■ **What needs to be done**
Copy each line of the material below that includes the string "none".

---+---

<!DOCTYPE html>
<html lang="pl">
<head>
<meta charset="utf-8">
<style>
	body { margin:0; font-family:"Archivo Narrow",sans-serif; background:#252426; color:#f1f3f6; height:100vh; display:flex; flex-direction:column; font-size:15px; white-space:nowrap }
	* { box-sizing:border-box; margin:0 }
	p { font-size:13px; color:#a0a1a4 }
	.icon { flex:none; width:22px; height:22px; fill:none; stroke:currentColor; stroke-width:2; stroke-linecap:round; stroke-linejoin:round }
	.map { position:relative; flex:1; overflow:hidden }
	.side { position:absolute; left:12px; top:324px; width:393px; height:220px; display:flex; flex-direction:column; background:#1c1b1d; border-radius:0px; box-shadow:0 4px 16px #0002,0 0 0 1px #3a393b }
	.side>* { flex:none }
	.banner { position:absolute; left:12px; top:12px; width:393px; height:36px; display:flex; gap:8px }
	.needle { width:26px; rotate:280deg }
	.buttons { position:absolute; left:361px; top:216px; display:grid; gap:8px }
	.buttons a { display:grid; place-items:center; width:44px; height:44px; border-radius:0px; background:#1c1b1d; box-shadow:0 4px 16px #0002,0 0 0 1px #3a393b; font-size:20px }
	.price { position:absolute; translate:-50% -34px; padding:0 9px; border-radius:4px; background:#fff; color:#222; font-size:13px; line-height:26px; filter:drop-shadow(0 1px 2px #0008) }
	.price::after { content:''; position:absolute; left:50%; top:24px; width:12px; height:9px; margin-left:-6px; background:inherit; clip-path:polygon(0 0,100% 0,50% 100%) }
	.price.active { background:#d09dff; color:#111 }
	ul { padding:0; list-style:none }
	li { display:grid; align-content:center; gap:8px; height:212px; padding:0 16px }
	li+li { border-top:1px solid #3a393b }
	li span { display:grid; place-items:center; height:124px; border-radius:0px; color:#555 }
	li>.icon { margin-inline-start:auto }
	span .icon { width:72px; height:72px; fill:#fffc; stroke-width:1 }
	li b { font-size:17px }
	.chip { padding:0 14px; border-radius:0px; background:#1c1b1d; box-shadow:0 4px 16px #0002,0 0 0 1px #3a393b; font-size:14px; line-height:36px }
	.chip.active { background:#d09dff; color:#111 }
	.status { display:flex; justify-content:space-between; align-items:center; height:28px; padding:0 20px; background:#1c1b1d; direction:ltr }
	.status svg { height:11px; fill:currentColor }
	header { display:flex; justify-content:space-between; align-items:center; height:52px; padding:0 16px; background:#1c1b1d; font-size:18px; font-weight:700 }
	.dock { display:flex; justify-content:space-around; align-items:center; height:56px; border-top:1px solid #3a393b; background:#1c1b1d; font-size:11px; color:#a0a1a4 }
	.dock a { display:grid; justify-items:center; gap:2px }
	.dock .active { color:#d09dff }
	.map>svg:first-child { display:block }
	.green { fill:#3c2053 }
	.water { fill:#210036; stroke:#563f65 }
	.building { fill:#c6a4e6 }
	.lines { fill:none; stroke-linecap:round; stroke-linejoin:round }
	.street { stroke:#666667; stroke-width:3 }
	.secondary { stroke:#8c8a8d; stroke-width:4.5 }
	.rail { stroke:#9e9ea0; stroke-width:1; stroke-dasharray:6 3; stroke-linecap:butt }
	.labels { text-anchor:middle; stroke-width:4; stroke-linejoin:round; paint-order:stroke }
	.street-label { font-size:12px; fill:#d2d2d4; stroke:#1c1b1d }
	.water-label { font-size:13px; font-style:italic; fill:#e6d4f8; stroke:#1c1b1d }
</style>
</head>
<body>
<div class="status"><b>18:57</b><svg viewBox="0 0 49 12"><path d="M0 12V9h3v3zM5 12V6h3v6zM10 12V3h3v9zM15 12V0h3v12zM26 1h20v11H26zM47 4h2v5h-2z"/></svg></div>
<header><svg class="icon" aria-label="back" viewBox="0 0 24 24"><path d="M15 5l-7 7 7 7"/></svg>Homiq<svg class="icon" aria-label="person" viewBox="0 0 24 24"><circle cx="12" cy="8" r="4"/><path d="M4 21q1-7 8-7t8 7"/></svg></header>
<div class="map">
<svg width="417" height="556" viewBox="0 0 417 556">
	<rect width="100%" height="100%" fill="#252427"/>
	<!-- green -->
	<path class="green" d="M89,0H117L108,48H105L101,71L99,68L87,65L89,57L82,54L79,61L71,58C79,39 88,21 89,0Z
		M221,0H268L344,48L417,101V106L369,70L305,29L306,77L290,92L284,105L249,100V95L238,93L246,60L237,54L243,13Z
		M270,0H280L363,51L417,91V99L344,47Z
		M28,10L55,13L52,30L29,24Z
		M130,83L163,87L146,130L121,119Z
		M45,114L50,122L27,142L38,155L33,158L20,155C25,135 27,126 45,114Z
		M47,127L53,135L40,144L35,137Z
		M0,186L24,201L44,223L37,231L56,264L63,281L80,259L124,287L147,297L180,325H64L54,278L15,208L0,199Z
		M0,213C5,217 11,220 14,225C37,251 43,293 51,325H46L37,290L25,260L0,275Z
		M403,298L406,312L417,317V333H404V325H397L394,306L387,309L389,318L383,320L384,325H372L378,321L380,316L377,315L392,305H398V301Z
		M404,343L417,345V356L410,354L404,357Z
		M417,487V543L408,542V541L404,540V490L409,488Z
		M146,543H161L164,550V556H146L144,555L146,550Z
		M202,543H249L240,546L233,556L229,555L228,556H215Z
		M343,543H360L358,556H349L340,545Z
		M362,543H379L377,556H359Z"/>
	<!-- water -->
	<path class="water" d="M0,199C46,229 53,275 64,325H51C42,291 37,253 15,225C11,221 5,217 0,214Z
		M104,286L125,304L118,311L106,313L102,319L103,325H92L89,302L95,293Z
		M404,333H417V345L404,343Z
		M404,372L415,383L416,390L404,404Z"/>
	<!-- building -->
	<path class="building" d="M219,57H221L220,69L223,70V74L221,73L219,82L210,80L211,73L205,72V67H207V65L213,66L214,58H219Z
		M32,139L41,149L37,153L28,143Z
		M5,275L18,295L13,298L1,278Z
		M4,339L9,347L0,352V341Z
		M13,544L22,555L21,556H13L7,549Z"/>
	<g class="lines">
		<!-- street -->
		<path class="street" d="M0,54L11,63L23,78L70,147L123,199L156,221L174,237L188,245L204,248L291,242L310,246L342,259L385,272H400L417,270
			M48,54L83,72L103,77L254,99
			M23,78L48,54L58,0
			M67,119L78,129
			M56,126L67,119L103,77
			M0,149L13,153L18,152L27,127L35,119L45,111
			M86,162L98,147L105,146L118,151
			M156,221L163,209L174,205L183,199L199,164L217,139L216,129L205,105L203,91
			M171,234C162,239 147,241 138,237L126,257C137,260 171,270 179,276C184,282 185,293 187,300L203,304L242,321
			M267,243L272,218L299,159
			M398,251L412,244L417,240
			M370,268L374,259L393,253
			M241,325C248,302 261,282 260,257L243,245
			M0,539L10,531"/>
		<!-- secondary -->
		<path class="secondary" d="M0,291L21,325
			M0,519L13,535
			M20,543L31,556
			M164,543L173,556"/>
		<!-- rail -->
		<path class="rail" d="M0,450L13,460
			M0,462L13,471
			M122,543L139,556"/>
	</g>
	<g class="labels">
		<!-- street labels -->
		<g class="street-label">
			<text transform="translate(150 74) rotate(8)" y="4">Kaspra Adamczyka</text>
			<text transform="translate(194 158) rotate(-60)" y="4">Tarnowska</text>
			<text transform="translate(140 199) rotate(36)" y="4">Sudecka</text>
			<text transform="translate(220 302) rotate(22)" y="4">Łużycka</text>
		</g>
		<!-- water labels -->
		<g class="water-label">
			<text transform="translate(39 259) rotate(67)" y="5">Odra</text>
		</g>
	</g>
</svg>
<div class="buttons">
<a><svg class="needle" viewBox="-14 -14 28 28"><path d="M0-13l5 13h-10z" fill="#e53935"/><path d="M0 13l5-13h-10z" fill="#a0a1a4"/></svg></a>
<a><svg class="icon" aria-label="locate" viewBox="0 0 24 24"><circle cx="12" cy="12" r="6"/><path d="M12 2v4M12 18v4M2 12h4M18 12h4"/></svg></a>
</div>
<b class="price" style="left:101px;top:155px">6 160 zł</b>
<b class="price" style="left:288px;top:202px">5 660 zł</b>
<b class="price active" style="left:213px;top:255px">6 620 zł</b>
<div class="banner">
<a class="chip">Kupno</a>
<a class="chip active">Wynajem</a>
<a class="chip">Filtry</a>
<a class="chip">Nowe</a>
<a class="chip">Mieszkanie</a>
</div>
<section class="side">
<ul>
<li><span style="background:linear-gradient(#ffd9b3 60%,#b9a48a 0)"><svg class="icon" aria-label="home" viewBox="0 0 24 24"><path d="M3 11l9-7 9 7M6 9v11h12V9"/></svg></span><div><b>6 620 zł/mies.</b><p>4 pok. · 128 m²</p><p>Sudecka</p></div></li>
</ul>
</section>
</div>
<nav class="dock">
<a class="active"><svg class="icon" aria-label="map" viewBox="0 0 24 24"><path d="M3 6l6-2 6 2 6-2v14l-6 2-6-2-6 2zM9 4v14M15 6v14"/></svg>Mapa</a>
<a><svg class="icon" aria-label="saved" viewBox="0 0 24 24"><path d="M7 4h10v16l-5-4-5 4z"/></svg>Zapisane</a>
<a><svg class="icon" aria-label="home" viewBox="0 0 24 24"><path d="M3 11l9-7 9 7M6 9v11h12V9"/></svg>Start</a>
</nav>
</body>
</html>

---+---

■ **Solution**
	.icon { flex:none; width:22px; height:22px; fill:none; stroke:currentColor; stroke-width:2; stroke-linecap:round; stroke-linejoin:round }
	.side>* { flex:none }
	ul { padding:0; list-style:none }
	.lines { fill:none; stroke-linecap:round; stroke-linejoin:round }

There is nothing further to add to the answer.